In 2008 the total number of full-time equivalent jobs was 227. The number of jobs in the primary sector was 72, all of which were in agriculture. The number of jobs in the secondary sector was 32 of which 23 or (71.9%) were in manufacturing and 9 (28.1%) were in construction. The number of jobs in the tertiary sector was 123. In the tertiary sector; 29 or 23.6% were in wholesale or retail sales or the repair of motor vehicles, 13 or 10.6% were in the movement and storage of goods, 9 or 7.3% were in a hotel or restaurant, 1 was in the information industry, 2 or 1.6% were technical professionals or scientists, 7 or 5.7% were in education and 54 or 43.9% were in health care.

In 2000, there were 126 workers who commuted into the municipality and 279 workers who commuted away. The municipality is a net exporter of workers, with about 2.2 workers leaving the municipality for every one entering. About 8.7% of the workforce coming into Gilly are coming from outside Switzerland. Of the working population, 9.8% used public transportation to get to work, and 64% used a private car.

==Religion==
From the 2000 census, 196 or 25.5% were Roman Catholic, while 363 or 47.3% belonged to the Swiss Reformed Church. Of the rest of the population, there were 3 members of an Orthodox church (or about 0.39% of the population), there was 1 individual who belongs to the Christian Catholic Church, and there were 75 individuals (or about 9.77% of the population) who belonged to another Christian church. There was 1 individual who was Jewish, and 16 (or about 2.08% of the population) who were Islamic.

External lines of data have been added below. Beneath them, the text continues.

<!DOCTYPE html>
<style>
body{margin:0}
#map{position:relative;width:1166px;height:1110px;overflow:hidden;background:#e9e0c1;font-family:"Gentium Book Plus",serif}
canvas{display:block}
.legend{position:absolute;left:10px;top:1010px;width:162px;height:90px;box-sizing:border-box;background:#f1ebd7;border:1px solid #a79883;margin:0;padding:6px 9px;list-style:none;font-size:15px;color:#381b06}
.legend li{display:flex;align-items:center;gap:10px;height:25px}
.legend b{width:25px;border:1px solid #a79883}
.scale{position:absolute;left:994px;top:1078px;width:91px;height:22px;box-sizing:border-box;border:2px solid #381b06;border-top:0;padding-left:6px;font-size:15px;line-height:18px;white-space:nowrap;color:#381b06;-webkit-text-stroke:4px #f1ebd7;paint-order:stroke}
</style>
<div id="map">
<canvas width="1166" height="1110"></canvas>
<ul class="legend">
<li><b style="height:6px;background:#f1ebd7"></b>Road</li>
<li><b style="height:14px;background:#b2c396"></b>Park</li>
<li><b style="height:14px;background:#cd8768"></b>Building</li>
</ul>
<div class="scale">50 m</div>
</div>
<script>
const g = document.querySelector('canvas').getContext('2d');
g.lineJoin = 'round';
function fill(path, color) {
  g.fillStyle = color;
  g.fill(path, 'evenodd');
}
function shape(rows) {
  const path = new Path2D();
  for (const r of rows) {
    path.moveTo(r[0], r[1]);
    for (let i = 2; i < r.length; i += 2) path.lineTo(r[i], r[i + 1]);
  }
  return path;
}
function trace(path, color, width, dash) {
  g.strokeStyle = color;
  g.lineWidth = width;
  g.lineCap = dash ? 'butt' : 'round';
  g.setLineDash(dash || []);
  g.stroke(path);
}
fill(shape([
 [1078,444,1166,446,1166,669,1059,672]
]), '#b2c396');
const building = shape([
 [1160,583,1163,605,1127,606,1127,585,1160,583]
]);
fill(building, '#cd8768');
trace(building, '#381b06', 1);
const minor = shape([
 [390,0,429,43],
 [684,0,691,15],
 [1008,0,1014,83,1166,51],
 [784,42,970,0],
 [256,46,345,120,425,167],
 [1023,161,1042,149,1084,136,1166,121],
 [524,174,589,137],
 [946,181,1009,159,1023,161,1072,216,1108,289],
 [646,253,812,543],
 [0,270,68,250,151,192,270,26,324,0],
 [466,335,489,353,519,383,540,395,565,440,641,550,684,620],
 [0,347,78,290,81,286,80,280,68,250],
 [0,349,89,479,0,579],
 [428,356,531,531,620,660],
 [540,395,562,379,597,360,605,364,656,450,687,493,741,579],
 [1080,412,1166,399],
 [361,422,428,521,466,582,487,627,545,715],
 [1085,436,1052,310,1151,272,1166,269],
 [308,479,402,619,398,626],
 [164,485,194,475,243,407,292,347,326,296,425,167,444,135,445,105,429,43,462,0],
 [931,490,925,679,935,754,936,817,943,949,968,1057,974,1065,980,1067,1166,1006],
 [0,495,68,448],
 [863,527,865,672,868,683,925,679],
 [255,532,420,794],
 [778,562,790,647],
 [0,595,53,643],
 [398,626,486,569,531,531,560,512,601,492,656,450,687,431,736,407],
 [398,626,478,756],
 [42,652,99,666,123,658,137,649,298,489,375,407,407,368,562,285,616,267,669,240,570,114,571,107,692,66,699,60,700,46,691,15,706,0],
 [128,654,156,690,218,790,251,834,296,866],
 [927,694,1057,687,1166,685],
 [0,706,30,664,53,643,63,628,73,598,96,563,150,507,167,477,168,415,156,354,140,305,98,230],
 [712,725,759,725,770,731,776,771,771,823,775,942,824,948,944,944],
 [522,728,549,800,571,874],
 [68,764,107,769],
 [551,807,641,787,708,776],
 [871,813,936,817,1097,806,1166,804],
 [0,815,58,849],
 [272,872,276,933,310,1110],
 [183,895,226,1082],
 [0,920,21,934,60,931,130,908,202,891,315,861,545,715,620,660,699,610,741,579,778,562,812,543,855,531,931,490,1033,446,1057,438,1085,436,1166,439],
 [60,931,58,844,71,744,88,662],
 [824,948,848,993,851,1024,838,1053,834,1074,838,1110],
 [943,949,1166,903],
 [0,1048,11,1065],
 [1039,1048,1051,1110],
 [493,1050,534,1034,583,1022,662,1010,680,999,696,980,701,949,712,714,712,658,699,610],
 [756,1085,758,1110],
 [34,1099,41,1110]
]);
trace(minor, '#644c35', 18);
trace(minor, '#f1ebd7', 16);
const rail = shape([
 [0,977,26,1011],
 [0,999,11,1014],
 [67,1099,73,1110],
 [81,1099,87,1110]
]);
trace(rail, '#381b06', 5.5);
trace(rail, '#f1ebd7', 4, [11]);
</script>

There were 3 individuals who were Buddhist and 4 individuals who belonged to another church. 117 (or about 15.23% of the population) belonged to no church, are agnostic or atheist, and 24 individuals (or about 3.13% of the population) did not answer the question.

==Education==
In Gilly about 259 or (33.7%) of the population have completed non-mandatory upper secondary education, and 127 or (16.5%) have completed additional higher education (either university or a Fachhochschule). Of the 127 who completed tertiary schooling, 54.3% were Swiss men, 28.3% were Swiss women, 9.4% were non-Swiss men and 7.9% were non-Swiss women.

In the 2009/2010 school year there were a total of 114 students in the Gilly school district. In the Vaud cantonal school system, two years of non-obligatory pre-school are provided by the political districts. During the school year, the political district provided pre-school care for a total of 1,249 children of which 563 children (45.1%) received subsidized pre-school care. The canton's primary school program requires students to attend for four years. There were 59 students in the municipal primary school program. The obligatory lower secondary school program lasts for six years and there were 54 students in those schools. There was also 1 student who was home schooled or attended another non-traditional school.

As of 2000, there were 4 students in Gilly who came from another municipality, while 87 residents attended schools outside the municipality.